::: Records shown

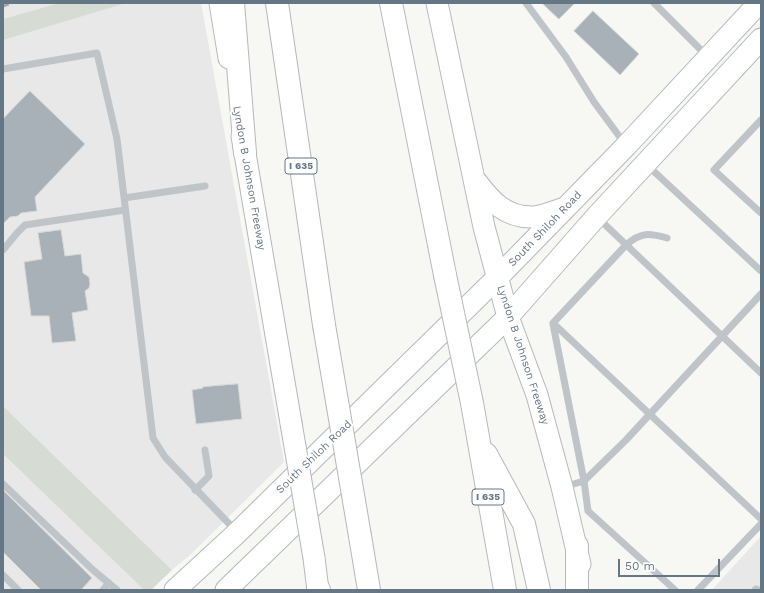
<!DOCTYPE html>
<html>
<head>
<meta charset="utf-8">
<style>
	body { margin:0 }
	#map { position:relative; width:764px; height:593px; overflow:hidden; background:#f7f7f3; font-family:"Work Sans",sans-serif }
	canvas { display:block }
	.frame { position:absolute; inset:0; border:4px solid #657685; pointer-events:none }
	.scale { position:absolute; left:618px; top:559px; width:102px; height:18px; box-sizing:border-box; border:2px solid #657685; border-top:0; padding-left:5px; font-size:12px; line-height:14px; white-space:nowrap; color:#657685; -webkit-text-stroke:3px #fff; paint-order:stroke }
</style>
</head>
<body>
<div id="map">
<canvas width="764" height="593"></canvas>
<div class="frame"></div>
<div class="scale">50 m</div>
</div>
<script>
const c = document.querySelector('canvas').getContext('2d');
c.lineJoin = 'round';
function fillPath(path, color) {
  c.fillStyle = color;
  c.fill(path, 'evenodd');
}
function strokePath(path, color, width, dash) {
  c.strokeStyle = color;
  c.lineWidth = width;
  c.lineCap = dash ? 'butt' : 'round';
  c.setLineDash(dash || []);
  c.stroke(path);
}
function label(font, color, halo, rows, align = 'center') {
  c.font = font + ' "Work Sans",sans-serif';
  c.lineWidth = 4;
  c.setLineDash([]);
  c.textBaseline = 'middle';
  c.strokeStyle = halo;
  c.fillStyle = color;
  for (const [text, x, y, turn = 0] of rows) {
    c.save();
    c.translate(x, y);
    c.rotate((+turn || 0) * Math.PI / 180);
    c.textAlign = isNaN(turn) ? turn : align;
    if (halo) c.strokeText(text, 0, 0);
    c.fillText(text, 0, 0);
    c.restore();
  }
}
fillPath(new Path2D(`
	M3,3H59L3,19Z
	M124,3H201L284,462L190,555L172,570L3,406V38Z
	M3,454L144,590H3Z
	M760,537H761V590H712Z`), '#e7e8e7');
fillPath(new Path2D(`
	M59,3H126L3,40V19Z
	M3,406L172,570L151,590H144L3,454Z`), '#d6dcd3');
const building = new Path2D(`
	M542,3H575L559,19Z
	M593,11L639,54L620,75L574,31Z
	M30,91L85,144L35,197L37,211L21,213L18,216L10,217L3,224V119Z
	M61,230L65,256L81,254L83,273L89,277L90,284L89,288L85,291L88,310L72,313L76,341L52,343L49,316H31L24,262L42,259L38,233Z
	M238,384L242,419L196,424L192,390L203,388V387Z
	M3,490L92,578L81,590H41L3,552Z`);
fillPath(building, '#a8b1b7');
strokePath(building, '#d8d8d6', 1);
const secondary = new Path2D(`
	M220,3L229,58
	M437,3L484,227L508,317L537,395L562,487L580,564
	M242,136L291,423
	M475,180C491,201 505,218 534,217C544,216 555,211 565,208
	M314,558L318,590
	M175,590L237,533L498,277L626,146L759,3
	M226,590L508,317L596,217L761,39`);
const motorway = new Path2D(`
	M233,3L245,153
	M277,3L324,325
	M391,3L445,275
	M472,403L505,590
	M486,454L524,524L539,590
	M360,536L369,590
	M577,546V590
	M318,588L319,590`);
strokePath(secondary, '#b4b9be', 23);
strokePath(motorway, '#b5b8bc', 24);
strokePath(new Path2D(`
	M526,3L566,57L594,102L625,144
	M654,3L707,56
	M3,69L97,53L117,139L153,438L165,457L236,531
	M761,120L714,170L761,213
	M647,165L761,271
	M124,198L205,186
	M598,218L761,373
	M667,238C649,233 641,232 626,245L553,323L761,519
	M3,250L17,233L25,225L125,210
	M553,324L584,481L588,511L675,590
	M3,484L93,570L117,590
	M563,487L584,481L626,440L761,294
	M195,490L209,476L205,450
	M3,575L18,590
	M103,590L109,583
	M698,590L761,524
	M755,590L756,589L758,590`), '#bfc4c8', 7);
strokePath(secondary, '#fff', 21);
strokePath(motorway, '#fff', 22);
strokePath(new Path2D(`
	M3,6L12,3`), '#a0a7ad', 3, [6, 3]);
const secondaryBridge = new Path2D(`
	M291,423L314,558`);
const motorwayBridge = new Path2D(`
	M445,275L472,403
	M324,325L360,536`);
strokePath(secondaryBridge, '#b4b9be', 23, []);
strokePath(motorwayBridge, '#b5b8bc', 24, []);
strokePath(secondaryBridge, '#fff', 21);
strokePath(motorwayBridge, '#fff', 22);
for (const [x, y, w] of [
	[301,166,32],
	[488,497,32]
]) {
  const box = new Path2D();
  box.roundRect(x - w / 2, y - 8, w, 16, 3);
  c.fillStyle = '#fff';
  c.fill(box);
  strokePath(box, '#657685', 1);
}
label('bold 10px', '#657685', null, [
	["I 635",301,166],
	["I 635",488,497]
]);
label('11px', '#657685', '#fff', [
	["Lyndon B Johnson Freeway",249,178,80],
	["South Shiloh Road",545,229,-46],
	["Lyndon B Johnson Freeway",523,355,72],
	["South Shiloh Road",314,457,-44]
]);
</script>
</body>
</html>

::::::

> **What the task requires**
All that is needed is how many lines of the listing hold the word "strokeStyle", stated as one number.

> **Result for this exercise**
2